The last thing you want is to pay for a home that you now feel uncomfortable living in. When asked how they handled the situation, one suggestion was to “whine and whine and… [complain] until they figure out they don’t [technically] live there.” For example, you could loudly exclaim, “Crap… I knew there was milk in here last night!!!” Or, “Who the CRAP parked in my spot but doesn’t pay rent for a spot!?!?” You could very well take the less confrontational approach all the while trying to make the person feel uncomfortable for being there.” In some situations, this may work and the interloper might get the hint. But, if they are brave enough to nonchalantly move in, then it may take more then whining to make them feel uncomfortable; them being the person who allowed the unsolicited guest as well as the unsolicited.

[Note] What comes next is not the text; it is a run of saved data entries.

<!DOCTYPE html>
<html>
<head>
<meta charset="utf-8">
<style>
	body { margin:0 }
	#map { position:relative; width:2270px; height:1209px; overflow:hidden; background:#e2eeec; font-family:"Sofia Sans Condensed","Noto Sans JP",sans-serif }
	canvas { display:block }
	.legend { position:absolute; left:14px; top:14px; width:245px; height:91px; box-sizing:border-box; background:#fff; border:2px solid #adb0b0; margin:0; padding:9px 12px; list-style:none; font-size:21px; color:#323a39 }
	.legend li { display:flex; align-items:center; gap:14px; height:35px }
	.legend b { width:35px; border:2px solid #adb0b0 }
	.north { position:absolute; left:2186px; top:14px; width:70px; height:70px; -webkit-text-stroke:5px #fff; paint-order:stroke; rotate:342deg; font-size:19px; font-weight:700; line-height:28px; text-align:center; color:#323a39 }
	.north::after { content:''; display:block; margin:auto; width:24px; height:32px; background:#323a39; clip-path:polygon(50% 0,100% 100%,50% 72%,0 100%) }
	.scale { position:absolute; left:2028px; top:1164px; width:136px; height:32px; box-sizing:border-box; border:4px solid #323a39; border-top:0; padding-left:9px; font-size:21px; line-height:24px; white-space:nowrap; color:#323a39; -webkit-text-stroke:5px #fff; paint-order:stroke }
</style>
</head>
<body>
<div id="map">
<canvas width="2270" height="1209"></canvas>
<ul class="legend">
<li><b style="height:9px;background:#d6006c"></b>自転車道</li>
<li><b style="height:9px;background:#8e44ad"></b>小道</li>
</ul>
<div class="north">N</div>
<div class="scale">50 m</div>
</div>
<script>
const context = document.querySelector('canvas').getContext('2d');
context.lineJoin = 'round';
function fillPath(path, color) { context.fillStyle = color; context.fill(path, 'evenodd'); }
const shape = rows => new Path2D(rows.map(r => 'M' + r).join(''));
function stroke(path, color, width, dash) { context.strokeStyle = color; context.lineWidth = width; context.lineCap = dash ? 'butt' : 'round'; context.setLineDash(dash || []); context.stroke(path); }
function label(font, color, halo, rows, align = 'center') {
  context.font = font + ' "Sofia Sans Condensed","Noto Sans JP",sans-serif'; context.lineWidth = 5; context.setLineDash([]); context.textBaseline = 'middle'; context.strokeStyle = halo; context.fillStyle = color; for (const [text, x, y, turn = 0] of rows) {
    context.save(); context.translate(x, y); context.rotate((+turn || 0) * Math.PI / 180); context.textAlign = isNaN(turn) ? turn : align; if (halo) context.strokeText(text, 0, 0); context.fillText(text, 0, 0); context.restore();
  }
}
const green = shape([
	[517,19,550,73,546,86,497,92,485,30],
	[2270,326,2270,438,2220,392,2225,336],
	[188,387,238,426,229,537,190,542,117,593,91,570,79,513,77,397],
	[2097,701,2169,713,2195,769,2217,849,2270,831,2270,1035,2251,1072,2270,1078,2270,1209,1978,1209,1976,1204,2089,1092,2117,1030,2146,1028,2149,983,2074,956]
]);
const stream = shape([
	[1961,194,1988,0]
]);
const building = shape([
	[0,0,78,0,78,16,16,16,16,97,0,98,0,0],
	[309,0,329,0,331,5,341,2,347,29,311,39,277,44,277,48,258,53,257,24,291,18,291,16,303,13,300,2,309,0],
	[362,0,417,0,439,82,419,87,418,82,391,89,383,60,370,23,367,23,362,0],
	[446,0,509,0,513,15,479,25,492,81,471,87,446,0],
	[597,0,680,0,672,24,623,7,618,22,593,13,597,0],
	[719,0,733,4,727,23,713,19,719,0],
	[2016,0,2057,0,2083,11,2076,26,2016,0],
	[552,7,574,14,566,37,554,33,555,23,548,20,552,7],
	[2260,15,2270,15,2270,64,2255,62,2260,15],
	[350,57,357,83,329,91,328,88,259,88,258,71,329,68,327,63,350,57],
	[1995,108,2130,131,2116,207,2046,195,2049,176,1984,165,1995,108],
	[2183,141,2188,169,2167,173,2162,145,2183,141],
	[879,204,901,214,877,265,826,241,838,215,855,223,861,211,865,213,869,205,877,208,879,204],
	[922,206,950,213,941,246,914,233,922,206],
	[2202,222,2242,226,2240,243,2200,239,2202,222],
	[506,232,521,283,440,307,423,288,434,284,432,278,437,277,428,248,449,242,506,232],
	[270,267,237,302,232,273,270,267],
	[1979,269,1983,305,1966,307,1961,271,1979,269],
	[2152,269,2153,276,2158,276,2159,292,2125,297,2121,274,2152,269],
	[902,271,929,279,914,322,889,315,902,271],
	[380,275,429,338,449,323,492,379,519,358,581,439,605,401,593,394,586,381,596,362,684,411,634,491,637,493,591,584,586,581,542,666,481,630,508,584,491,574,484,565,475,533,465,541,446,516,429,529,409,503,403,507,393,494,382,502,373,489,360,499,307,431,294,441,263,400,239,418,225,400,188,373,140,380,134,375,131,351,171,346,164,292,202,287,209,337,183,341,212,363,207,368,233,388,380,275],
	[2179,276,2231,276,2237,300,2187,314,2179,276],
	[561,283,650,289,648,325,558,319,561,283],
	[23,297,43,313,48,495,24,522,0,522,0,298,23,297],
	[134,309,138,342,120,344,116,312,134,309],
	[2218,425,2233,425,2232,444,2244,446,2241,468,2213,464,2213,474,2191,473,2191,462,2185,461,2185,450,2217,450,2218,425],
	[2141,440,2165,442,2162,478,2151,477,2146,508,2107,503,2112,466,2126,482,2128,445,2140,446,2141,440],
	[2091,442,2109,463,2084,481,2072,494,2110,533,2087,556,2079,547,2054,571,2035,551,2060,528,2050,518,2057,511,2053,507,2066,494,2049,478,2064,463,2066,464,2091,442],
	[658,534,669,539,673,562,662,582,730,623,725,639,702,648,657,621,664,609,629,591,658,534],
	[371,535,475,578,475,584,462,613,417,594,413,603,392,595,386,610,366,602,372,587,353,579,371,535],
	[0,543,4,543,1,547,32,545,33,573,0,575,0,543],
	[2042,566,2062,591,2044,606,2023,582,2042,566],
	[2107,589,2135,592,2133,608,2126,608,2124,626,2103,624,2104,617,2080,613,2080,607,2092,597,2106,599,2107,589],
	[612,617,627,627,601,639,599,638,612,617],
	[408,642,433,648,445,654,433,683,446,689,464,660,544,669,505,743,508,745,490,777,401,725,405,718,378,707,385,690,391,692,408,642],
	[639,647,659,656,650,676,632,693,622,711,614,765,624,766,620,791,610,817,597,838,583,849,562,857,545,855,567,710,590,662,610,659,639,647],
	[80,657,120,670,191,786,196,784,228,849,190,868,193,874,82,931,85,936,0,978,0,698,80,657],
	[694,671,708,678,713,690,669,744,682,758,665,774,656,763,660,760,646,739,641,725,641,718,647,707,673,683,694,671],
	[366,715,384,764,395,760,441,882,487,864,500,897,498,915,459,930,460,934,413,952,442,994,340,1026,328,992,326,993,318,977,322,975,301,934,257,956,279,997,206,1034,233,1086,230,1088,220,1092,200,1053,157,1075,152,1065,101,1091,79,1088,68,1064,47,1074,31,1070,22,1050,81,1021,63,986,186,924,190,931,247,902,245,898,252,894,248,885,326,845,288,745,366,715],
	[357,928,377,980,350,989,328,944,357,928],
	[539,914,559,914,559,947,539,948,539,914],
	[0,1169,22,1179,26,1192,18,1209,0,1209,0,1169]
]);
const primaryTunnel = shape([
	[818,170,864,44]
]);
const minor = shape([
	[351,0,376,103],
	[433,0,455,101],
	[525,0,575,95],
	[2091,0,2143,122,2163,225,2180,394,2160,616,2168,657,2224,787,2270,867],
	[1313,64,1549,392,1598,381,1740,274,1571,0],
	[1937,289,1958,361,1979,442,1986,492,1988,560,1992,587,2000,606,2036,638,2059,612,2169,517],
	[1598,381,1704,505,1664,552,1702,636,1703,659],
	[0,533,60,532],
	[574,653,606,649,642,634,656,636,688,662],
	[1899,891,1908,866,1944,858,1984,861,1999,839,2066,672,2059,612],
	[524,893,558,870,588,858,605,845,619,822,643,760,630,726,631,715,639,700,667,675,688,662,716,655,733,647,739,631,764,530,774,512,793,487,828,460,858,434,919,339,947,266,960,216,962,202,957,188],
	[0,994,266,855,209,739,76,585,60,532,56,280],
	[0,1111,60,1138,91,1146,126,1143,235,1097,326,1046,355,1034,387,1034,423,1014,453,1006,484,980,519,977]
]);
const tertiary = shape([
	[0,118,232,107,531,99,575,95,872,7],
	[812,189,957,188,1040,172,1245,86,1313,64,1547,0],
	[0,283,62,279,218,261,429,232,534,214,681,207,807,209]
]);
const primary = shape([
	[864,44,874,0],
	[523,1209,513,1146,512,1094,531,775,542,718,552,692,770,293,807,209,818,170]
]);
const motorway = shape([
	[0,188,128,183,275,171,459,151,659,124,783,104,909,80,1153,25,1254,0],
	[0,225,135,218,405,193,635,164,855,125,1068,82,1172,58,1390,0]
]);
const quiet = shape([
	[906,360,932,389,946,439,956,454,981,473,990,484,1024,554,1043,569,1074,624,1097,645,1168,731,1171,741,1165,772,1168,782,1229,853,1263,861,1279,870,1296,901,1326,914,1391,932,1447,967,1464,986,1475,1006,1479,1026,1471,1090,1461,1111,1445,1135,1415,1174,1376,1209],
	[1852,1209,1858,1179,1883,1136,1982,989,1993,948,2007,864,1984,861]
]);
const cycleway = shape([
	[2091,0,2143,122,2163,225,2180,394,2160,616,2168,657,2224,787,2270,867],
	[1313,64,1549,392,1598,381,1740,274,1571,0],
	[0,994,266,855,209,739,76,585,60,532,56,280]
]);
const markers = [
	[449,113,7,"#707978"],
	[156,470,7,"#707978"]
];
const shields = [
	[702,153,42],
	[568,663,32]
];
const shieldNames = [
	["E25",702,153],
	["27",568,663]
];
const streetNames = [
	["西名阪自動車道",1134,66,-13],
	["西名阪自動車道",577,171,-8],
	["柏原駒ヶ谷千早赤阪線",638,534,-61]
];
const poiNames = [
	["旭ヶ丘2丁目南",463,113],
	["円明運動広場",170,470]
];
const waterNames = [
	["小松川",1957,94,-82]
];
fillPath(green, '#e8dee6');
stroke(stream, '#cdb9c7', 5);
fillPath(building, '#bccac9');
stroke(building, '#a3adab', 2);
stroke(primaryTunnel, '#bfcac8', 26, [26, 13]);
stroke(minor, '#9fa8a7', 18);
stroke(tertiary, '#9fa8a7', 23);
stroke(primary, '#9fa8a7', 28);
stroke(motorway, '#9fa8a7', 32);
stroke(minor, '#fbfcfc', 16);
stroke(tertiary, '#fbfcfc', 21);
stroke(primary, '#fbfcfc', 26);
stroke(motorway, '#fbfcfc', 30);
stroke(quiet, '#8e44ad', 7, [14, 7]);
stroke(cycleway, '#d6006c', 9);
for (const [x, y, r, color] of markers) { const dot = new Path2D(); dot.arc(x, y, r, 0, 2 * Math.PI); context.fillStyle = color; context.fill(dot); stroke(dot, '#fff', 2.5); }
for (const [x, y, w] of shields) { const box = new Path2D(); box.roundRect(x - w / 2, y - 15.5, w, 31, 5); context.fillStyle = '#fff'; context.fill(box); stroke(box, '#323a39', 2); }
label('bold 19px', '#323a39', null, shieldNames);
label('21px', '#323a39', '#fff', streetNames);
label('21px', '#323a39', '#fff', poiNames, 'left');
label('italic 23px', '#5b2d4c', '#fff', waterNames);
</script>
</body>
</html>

So what is the best way to handle this situation? While it may cause anxiety trying to figure out how to bring it up, talking to your roommates about any problem will likely go a long way and save lots of headaches if you are upfront and honest about how you feel in the beginning. Many people simply are not mind readers. If you never speak up, everything they do will start to add to your dislike of the situation and could cause a big blowout. Also, if you are the one who is allowing your “friend” to live there, why not talk to your roommate[s] about it before you actually help move your guest in? Many times your roommate[s] will be understanding of the situation, you can work out a deal, split the bills up and most importantly the friendship will have a better chance to survive. So if you find yourself in a sticky living situation and it makes you feel uncomfortable, don’t be afraid to speak up! If they are truly a friend they will understand, listen to your concerns and be willing to work out a compromise.